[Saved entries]
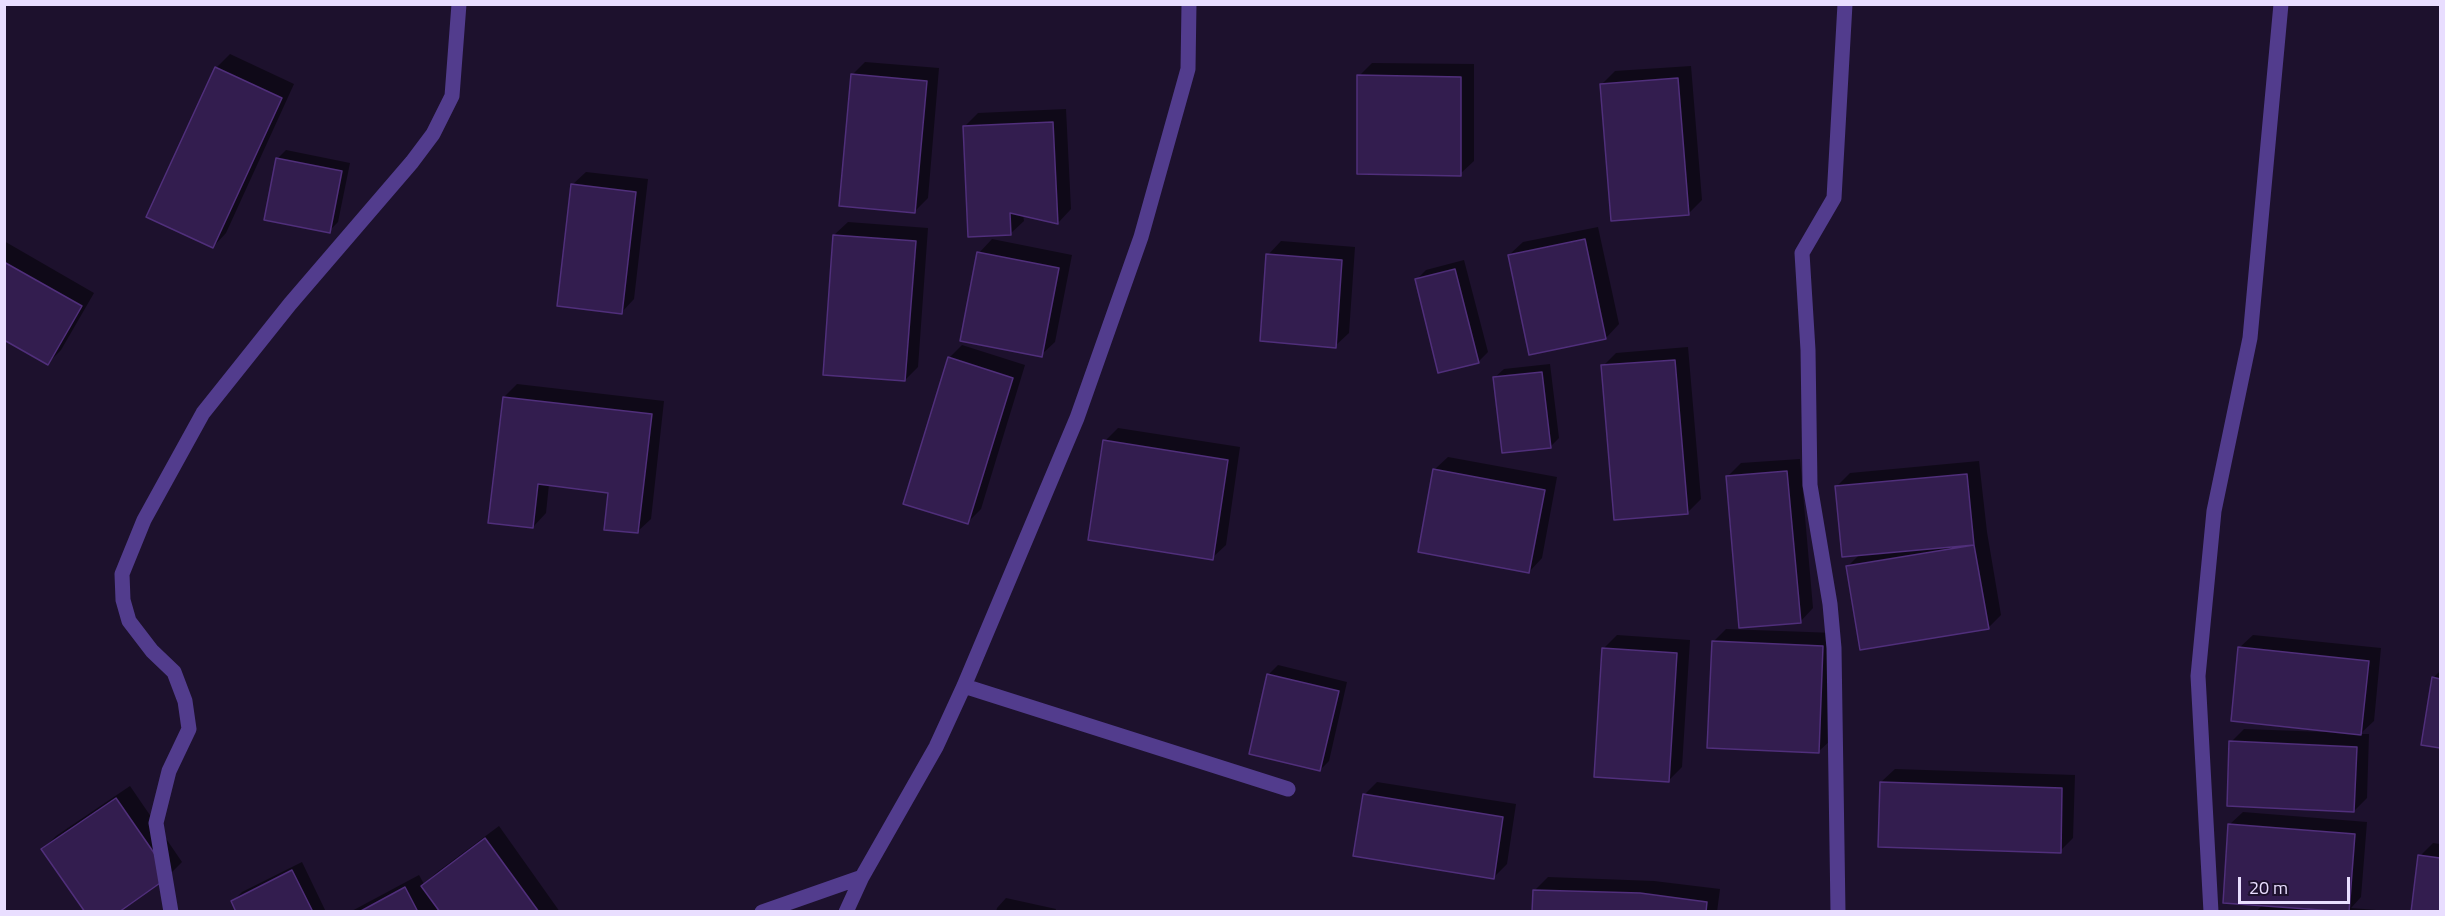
<!DOCTYPE html>
<style>
body{margin:0}
#map{position:relative;width:2445px;height:916px;overflow:hidden;background:#1d112d;font-family:"Titillium Web",sans-serif}
canvas{display:block}
.frame{position:absolute;inset:0;border:6px solid #e9deff;pointer-events:none}
.scale{position:absolute;left:2238px;top:877px;width:112px;height:27px;box-sizing:border-box;border:3px solid #e9deff;border-top:0;padding-left:8px;font-size:18px;line-height:21px;white-space:nowrap;color:#e9deff;-webkit-text-stroke:4px #1d112d;paint-order:stroke}
</style>
<div id="map">
<canvas width="2445" height="916"></canvas>
<div class="frame"></div>
<div class="scale">20 m</div>
</div>
<script>
const c = document.querySelector('canvas').getContext('2d');
c.lineJoin = 'round';
function paint(path, color) { c.fillStyle = color; c.fill(path, 'evenodd'); }
function stroke(path, color, width, dash) { c.strokeStyle = color; c.lineWidth = width; c.lineCap = dash ? 'butt' : 'round'; c.setLineDash(dash || []); c.stroke(path); }
paint(new Path2D(`
 M230,54l64,30 -68,149 -13,14 -65,-30 68,-149z
 M865,62l74,6 -11,130 -13,13 -63,-136z
 M1372,63l102,1v97l-14,13 -101,-98z
 M1691,66l11,134 -13,13 -88,-128 14,-14z
 M1066,109l5,100 -13,14 -35,-8 1,6 -14,13 -46,-107 14,-14z
 M286,150l64,13 -12,59 -9,9 -52,-72z
 M586,172l62,7 -14,120 -13,14 -49,-128z
 M848,222l80,6 -10,139 -13,13 -71,-145z
 M1598,227l21,97 -13,14 -75,15 -22,-98 14,-13z
 M992,239l80,16 -17,87 -14,13 -62,-102z
 M4,241l90,52 -33,57 -13,13 -44,-25z
 M1281,241l74,6 -6,86 -14,13 -67,-91z
 M1464,260l24,92 -9,9 -62,-82 9,-9z
 M962,345l63,20 -44,144 -13,13 -19,-164z
 M1688,347l13,152 -13,13 -85,-146 13,-13z
 M1550,364l9,74 -9,9 -56,-69 10,-9z
 M517,384l147,17 -13,118 -14,13 -27,-41 -61,-7 -3,29 -13,14 -29,-130z
 M1118,428l122,19 -14,98 -14,13 -107,-117z
 M1448,457l109,20 -15,81 -13,14 -95,-102z
 M1800,459l13,149 -13,14 -72,-146 13,-13z
 M1979,461l8,71 14,83 -13,13 -141,-61 13,-13 -23,-68 13,-13z
 M1726,629l109,4 -3,106 -14,13 -105,-110z
 M1617,635l73,5 -8,127 -13,13 -66,-131z
 M2253,635l128,13 -7,73 -14,13h9l-2,64 -13,13 -123,-69 13,-13 81,3v-2l-86,-82z
 M1278,665l69,17 -18,79 -9,9 -70,-17 19,-79z
 M2440,671v76l-18,-4 11,-65z
 M1895,769l180,6 -2,63 -13,13 -179,-69z
 M1377,782l139,22 -9,60 -13,13 -130,-82z
 M130,786l52,76 -13,13 -126,-26 13,-13z
 M2243,812l124,10 -6,75 -10,11 50,4h-145l7,-8 -34,-79z
 M499,826l61,86h-118l-6,-8 -1,1 3,7h-88l69,-37 5,9 12,-11z
 M2433,843l7,1v68h-27l7,-56z
 M302,862l24,50h-88l-5,-11 9,-9z
 M1548,877l106,4 66,8 -3,23h-183v-21z
 M1006,898l50,11 -1,3h-59l1,-4z`), '#0007');
const building = new Path2D(`
 M215,67l67,31 -69,150 -67,-31z
 M851,74l76,7 -12,132 -76,-7z
 M1357,75l104,2v99l-104,-2z
 M1678,78l11,137 -78,6 -11,-137z
 M1053,122l5,102 -48,-11 1,22 -43,2 -5,-111z
 M276,158l66,13 -12,62 -66,-13z
 M571,184l65,8 -14,122 -65,-8z
 M833,235l83,6 -11,140 -82,-6z
 M1585,239l21,100 -77,16 -21,-100z
 M977,252l82,16 -17,89 -82,-16z
 M1266,254l76,6 -6,88 -76,-7z
 M4,262l78,44 -34,59 -44,-25z
 M1455,269l24,94 -41,10 -23,-94z
 M948,357l65,21 -45,146 -65,-20z
 M1675,360l13,154 -74,6 -13,-155z
 M1542,372l9,76 -49,5 -9,-76z
 M503,397l149,17 -14,119 -34,-3 4,-37 -70,-9 -5,44 -45,-5z
 M1103,440l125,20 -15,100 -125,-20z
 M1433,469l112,21 -16,83 -111,-21z
 M1787,471l14,152 -62,5 -13,-152z
 M1967,474l7,71 -132,12 -7,-71z
 M1974,545l15,84 -129,21 -14,-84z
 M1712,641l111,5 -4,107 -112,-5z
 M2238,647l131,14 -8,74 -130,-14z
 M1602,648l75,5 -8,129 -75,-5z
 M1267,674l72,17 -19,80 -71,-17z
 M2432,677l8,2v69l-19,-3z
 M2229,741l128,6 -3,65 -127,-6z
 M1880,782l182,6 -1,65 -183,-6z
 M1363,794l140,23 -9,62 -141,-23z
 M116,798l54,78 -51,36h-34l-44,-63z
 M2228,824l127,10 -6,78 -126,-9z
 M485,838l54,74h-99l-19,-26z
 M2418,855l22,3v54h-29z
 M292,870l21,42h-77l-5,-11z
 M405,887l13,25h-59z
 M1533,890l107,3 67,9 -1,10h-174z`);
paint(building, '#331d4f');
stroke(building, '#502f7b', 1.5);
stroke(new Path2D(`
 M964,686l324,103
 M171,912l-15,-89 13,-52 20,-42 -4,-28 -11,-29 -22,-21 -23,-30 -6,-21 -1,-26 22,-54 59,-107 87,-109 122,-142 21,-28 19,-38 7,-92
 M762,912l100,-35
 M846,912l16,-35 74,-130 28,-61 113,-268 64,-181 47,-168 1,-65
 M1838,912l-4,-264 -4,-44 -20,-119 -2,-135 -6,-97 32,-55 11,-194
 M2211,912l-13,-236 16,-165 36,-173 31,-334`), '#523c8d', 15);
</script>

--- PROBLEM ---
What lines above hold the word "stroke"? Pull each one out.

--- RESULT OF THE TASK ---
.scale{position:absolute;left:2238px;top:877px;width:112px;height:27px;box-sizing:border-box;border:3px solid #e9deff;border-top:0;padding-left:8px;font-size:18px;line-height:21px;white-space:nowrap;color:#e9deff;-webkit-text-stroke:4px #1d112d;paint-order:stroke}
function stroke(path, color, width, dash) { c.strokeStyle = color; c.lineWidth = width; c.lineCap = dash ? 'butt' : 'round'; c.setLineDash(dash || []); c.stroke(path); }
stroke(building, '#502f7b', 1.5);
stroke(new Path2D(`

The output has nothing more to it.